Pathways

Samarium (153Sm) lexidronam is a drug that is not metabolized by the human body as determined by current research and biotransformer analysis. Samarium (153Sm) lexidronam passes through the liver and is then excreted from the body mainly through the kidney.

Samidorphan, also known as Lybalvi, is a novel opioid-system modulator, it is similar to naltrexone. It functions primarily as a μ-opioid receptor antagonist and is used primarily in combination with antipsychotics to reduce their metabolic dysfunction-associated adverse effects. Samidorphan was first approved by the FDA in May 2021. It is used in combination with olanzapine, an antipsychotic, for the treatment of bipolar disorder and for the treatment of schizophrenia in adults. It is demonstrated that the addition of samidorphan to olanzapine helps mitigate the metabolic-related adverse effects of olanzapine; presumably, this is due to opioid receptor signaling, though the exact mechanism remains to be determined. Samidorphan functions primarily as a μ-opioid receptor antagonist and as a κ/δ-opioid receptor partial agonist. Since it is an opioid antagonist, this drug can potentiate opioid withdrawal. Samidorphan acts as an antagonist at the μ-opioid, a partial agonist at both the κ- and δ-opioid receptors in vitro. Samidorphan inhibits the exchange of GTP for GDP which is required to activate the G-protein complex. This prevents the Gi subunit of the mu opioid receptor from inhibiting adenylate cyclase, which can therefore continue to catalyze ATP into cAMP. cAMP increases the excitability in spinal cord pain transmission neurons which allows the patient to feel pain rather than the analgesic effects of opioids. The inhibition of Mu-type opioid receptors also prevents the Gi subunit of the mu opioid receptor from activating the inwardly rectifying potassium channel increasing K+ conductance which would cause hyperpolarization. Samidorphan also prevents the gamma subunit of the mu opioid receptor from inhibiting the N-type calcium channels on the neuron. This allows calcium to enter the neuron and depolarize. The inhibition of mu-opioid receptors prevents hyperpolarization in the neuron, allowing it to fire at a normal rate. The neuron is able to depolarize and the high concentration of calcium releases GABA into the synapse which binds to GABA receptors. GABA receptors inhibits dopamine cell firing in the pain transmission neurons. This prevents the analgesic and depressive effects of opioids, preventing opioid overdose. GABA also inhibits dopamine cell firing in the reward pathway which is the main cause of addiction to opioids and other drugs.

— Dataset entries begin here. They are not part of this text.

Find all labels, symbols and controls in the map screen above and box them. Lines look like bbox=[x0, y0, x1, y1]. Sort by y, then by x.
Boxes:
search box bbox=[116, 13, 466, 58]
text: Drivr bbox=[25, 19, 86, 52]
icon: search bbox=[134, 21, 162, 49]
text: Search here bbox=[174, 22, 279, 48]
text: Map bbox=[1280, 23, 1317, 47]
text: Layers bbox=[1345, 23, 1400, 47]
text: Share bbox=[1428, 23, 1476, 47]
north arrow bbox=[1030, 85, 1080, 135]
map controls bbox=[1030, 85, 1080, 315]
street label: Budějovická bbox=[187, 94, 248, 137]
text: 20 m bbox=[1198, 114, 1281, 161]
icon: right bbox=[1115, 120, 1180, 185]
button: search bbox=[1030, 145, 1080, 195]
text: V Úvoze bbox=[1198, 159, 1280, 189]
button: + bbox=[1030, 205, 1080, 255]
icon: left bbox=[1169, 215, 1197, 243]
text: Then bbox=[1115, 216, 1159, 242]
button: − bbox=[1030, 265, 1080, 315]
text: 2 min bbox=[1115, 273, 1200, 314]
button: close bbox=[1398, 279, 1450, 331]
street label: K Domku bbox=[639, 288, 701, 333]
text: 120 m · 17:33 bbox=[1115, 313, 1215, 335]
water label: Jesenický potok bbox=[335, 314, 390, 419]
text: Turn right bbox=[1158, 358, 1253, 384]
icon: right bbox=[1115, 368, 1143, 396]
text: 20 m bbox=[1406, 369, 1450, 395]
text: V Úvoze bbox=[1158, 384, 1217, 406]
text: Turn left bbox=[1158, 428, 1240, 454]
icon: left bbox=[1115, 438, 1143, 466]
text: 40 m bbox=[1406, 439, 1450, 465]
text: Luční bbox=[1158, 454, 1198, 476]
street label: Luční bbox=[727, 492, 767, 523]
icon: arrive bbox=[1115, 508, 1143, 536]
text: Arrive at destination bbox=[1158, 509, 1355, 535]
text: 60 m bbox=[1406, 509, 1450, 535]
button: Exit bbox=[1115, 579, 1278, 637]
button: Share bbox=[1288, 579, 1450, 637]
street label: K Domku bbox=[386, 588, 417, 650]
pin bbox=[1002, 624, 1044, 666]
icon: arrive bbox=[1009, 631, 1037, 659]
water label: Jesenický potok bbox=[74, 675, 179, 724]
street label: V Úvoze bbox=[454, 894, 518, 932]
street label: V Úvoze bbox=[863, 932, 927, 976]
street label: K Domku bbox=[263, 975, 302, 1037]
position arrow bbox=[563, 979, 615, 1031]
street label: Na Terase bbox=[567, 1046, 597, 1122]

Metabolites of Samidorphan are predicted with biotransformer.

Saprisartan is an Type-1 angiotensin II (AT1) receptor antagonist, its chemical structure comes from losartan. This drug is a noncompetitve antagonism of AT1. It blocks the renin-angiotensin-aldosterine system (RAAS) when binding the AT1 receptor that mediates the important actions of angiotensin II. By inhibiting those actions, saprosartan leads to a decrease in sodium reabsorpion and a decrease in vasoconstriction, those two actions decrease the blood pressure.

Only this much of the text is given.